El salón está más vacío, las luces ya bajaron la intensidad y un murmullo de voces suaves flota en el aire mezclado con el aroma del vino y el perfume caro de las mujeres que pasan frente a nosotros. Nos hemos tardado más de lo que esperaba.
Elmer me toma de la mano y la aprieta con ternura, tan fuerte que me roba un suspiro.
—Lo hiciste perfecto, mi amor —susurra inclinándose hacia mí, su aliento cálido en mi oído.
Le sonrío y bajo la mirada ya algo achispada, acaricio la copa vacía de champán que aún sostengo. Ya quiero irme a casa, quitarme estos zapatos, reírme con él en la intimidad.
Nos dirigimos hacia la salida juntos. Entonces de pronto mis ojos se encuentran con la mujer que está parada en una sala antes de la salida principal, sería una ante sala.
Cuando ella se encuentra con mis ojos, la multitud se abre casi de manera imperceptible. Escucho primero el sonido de unos tacones seguros, decididos. Quería que fuera mentira, pero ahí está: rubia, alta, impecable en un vestido que parece hecho para ella, pegado a su cuerpo y marcando claramente el abultado vientre.
¡Jesús!
Mi corazón se aprieta con tanta fuerza que siento un nudo en la garganta, pero calma, esto es una coincidencia…
No.
Elmer se pone rígido al instante. Lo percibo porque su mano, esa que me sostenía, se tensa hasta casi lastimarme. Giro la cabeza y lo miro: mandíbula apretada, mirada fija, el pulso latiendo en la sien.
Puedo sentir su rabia, o su miedo, no sé qué pensar, aparte el dolor intenso que siento en mi pecho.
Ella avanza sin dudar, con esa seguridad que yo jamás podría imitar. Su perfume dulce llega antes que sus palabras.
—Elmer… —su voz arrastra una calma, suave, como si nos conociera a los tres: él, ella… y yo—. Tenemos que hablar.
Trago saliva. El salón desaparece a mi alrededor, solo escucho el retumbar de mi propio corazón.

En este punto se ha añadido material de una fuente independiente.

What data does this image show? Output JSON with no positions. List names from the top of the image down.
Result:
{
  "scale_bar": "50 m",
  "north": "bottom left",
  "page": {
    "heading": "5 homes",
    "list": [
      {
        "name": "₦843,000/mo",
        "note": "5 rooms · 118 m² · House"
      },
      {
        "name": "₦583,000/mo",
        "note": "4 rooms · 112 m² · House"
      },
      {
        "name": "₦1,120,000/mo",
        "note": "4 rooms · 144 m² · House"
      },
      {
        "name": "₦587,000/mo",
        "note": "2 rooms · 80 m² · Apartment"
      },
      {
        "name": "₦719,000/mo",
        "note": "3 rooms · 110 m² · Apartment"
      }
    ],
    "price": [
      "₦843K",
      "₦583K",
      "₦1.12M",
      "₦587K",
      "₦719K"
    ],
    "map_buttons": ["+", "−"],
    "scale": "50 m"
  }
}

Mi esposo no contesta, sus dedos me aprietan tan fuerte que me dejan sin aire. Lo miro y en su rostro hay desesperación, el miedo escondido detrás de los ojos ahora oscuros que se rehúsan a parpadear.
Entiendo todo sin que diga una sola palabra.
Y de repente me siento una intrusa. Una intrusa en mi propio lugar, en el brazo de mi esposo, frente a una mujer que viene a reclamar algo que yo no puedo dar.
No soporto ese nudo en el estómago, ni la punzada que me quema el pecho. Mi sonrisa falsa se borra y, con la voz temblorosa pero firme, me obligo a pronunciar:
—Disculpen… voy a dejar que hablen.
Siento los ojos de Elmer clavarse en mí, suplicantes, pero no digo nada más. No puedo.
Me aparto despacio, con el corazón desgarrado, la sensación de que acabo de abrir la puerta a un abismo en el que no sé si podré sostenerme.
Y aunque mis labios intentan mantener la calma, por dentro me estoy rompiendo en mil pedazos.
Camino hacia una de las mesas, sin saber adónde mirar. Mis pasos suenan huecos en mi propia cabeza, como si el salón entero me observara. Por dentro estoy quebrada, pero sonrío. No hay otra opción cuando un hombre mayor, de cabello canoso y traje gris impecable se acerca a mí con una copa en la mano.
Reconozco su rostro, uno de los socios más antiguos de la compañía. Me detengo porque sería grosero evadirlo.
—Señora Kingsley —me dice con una reverencia y una pequeña sonrisa—. Que gusto verla paseando por aquí, ¿puedo acompañarla?
Obligo a mis labios a dibujar una sonrisa, aunque solo quiero que esto termine de una vez.
—Por supuesto, Elmer está… —respondo bajando un poco la mirada, como si así pudiera esconder el nudo en mi estómago.
Él ríe suavemente y da un sorbo a su whisky.
—¿Sabe? Nunca había visto a hombre tan… completo. Su regreso a la presidencia fue brillante con todos los nuevos contratos, pero lo que de verdad todos comentan es que ahora tiene a alguien a su lado, eso lo cambia todo, se volvió un ser humano accesible —ríe.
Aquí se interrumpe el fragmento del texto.